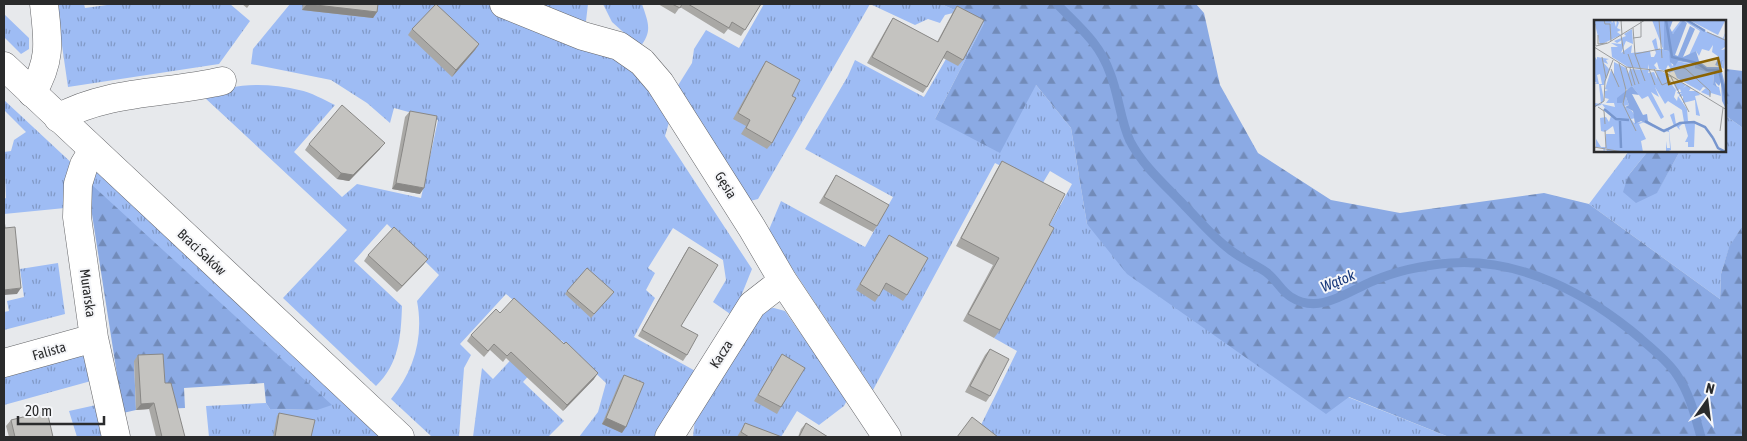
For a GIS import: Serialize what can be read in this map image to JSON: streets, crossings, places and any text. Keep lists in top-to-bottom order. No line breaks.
{"streets":{"street":["Gęsia","Braci Saków","Murarska","Falista","Kacza"]},"crossings":[["Gęsia","Kacza"],["Braci Saków","Murarska"],["Murarska","Falista"]],"water":["Wątok"],"scale_bar":"20 m","north":"top"}
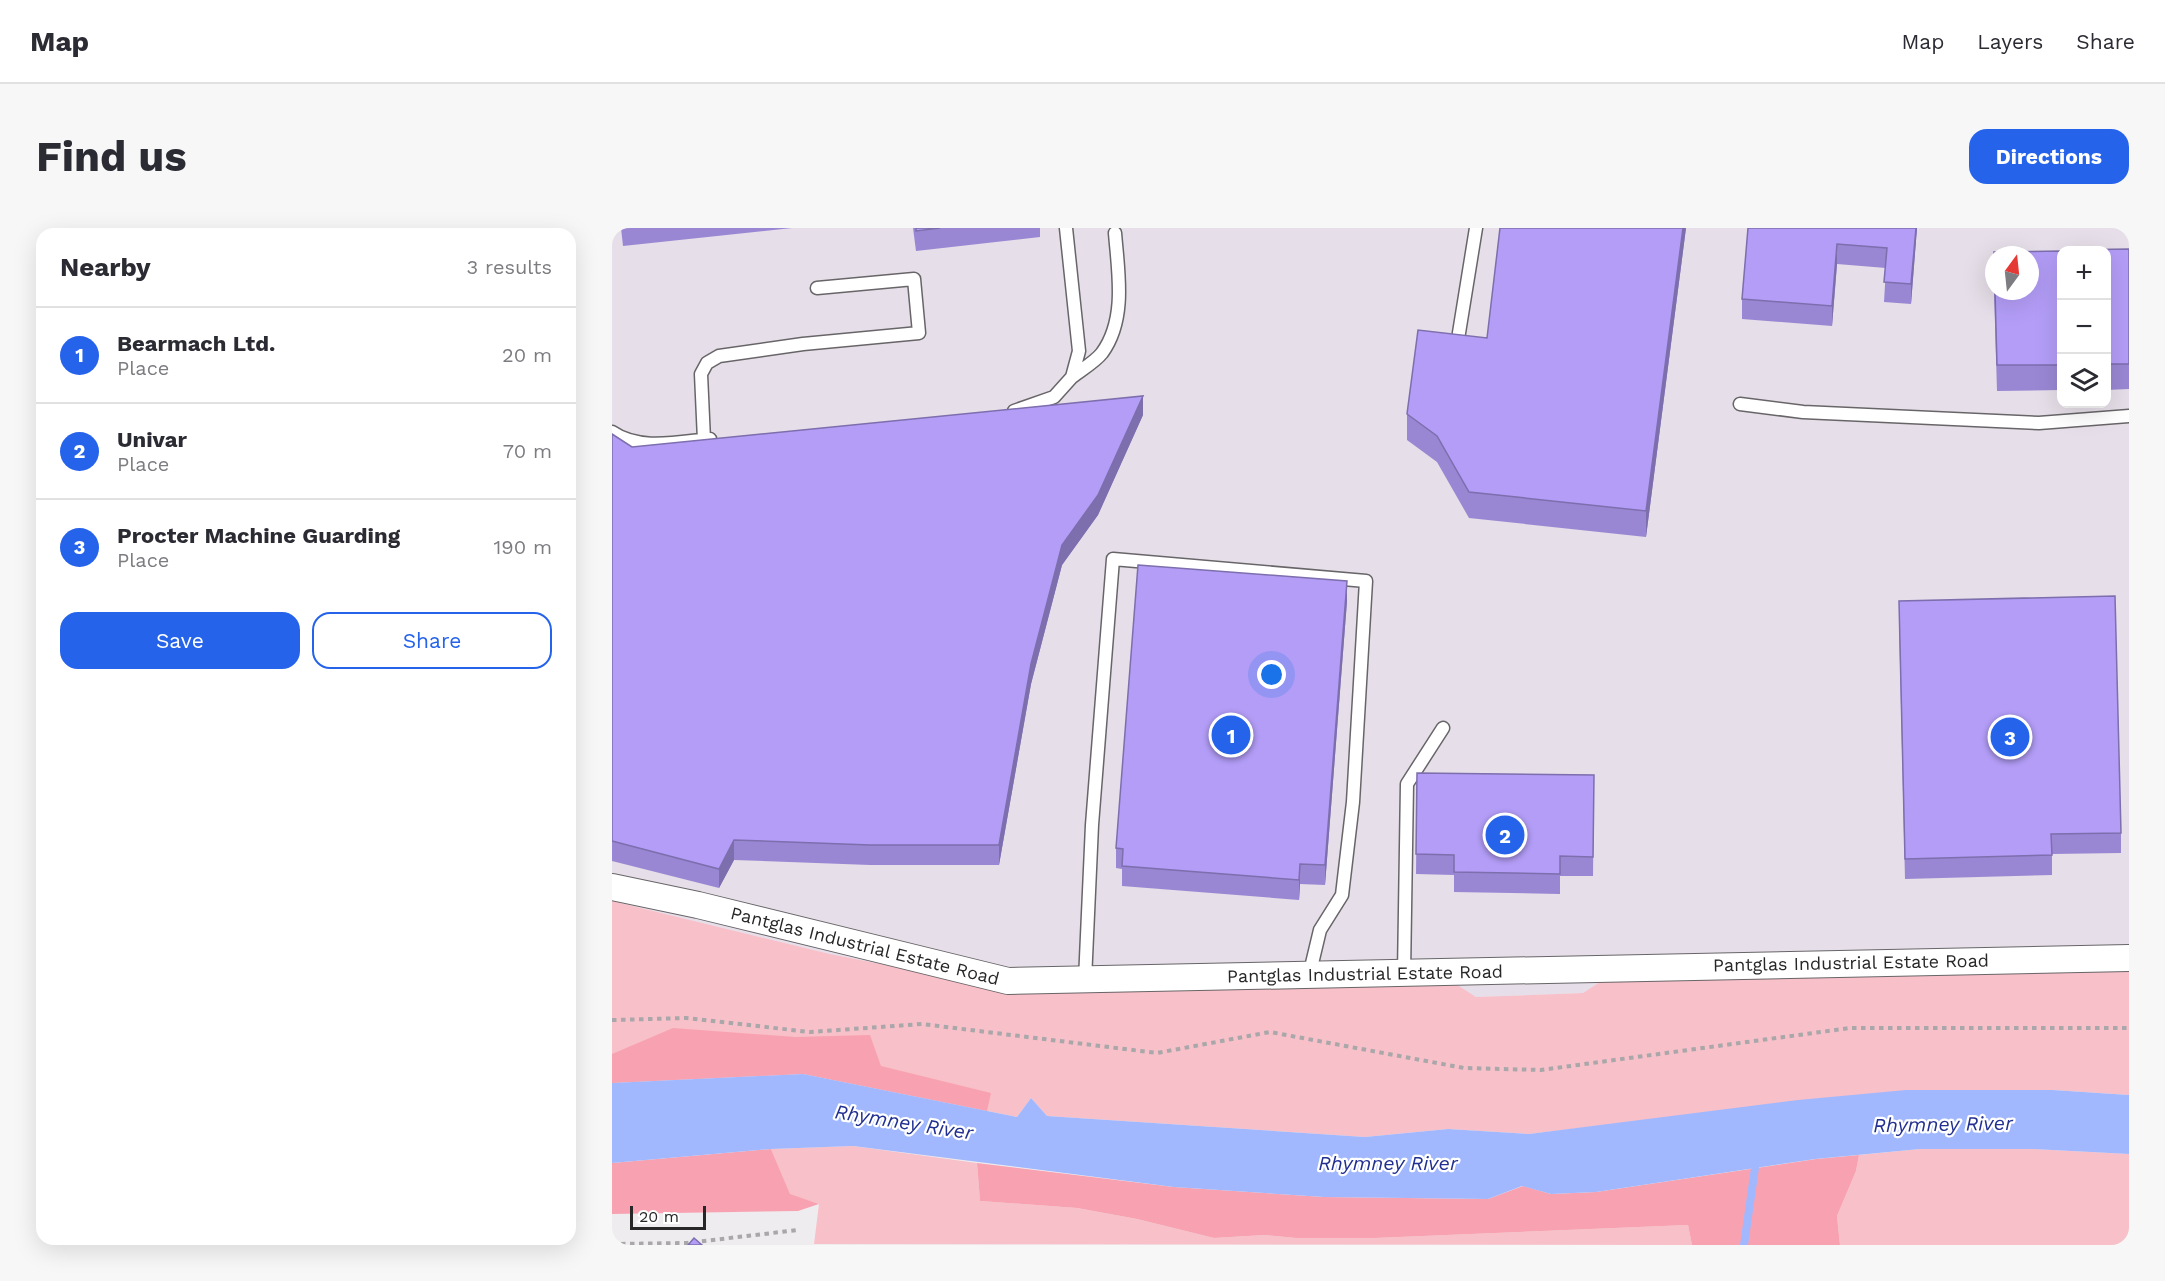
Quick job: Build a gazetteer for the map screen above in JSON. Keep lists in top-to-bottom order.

▬▬▬

Task to complete: Repeat all the material above exactly, apart from the pictures.

Task result:
For a GIS import: Serialize what can be read in this map image to JSON: streets, crossings, places and any text. Keep lists in top-to-bottom order. No line breaks.
{"streets":{"street":["Gęsia","Braci Saków","Murarska","Falista","Kacza"]},"crossings":[["Gęsia","Kacza"],["Braci Saków","Murarska"],["Murarska","Falista"]],"water":["Wątok"],"scale_bar":"20 m","north":"top"}
Quick job: Build a gazetteer for the map screen above in JSON. Keep lists in top-to-bottom order.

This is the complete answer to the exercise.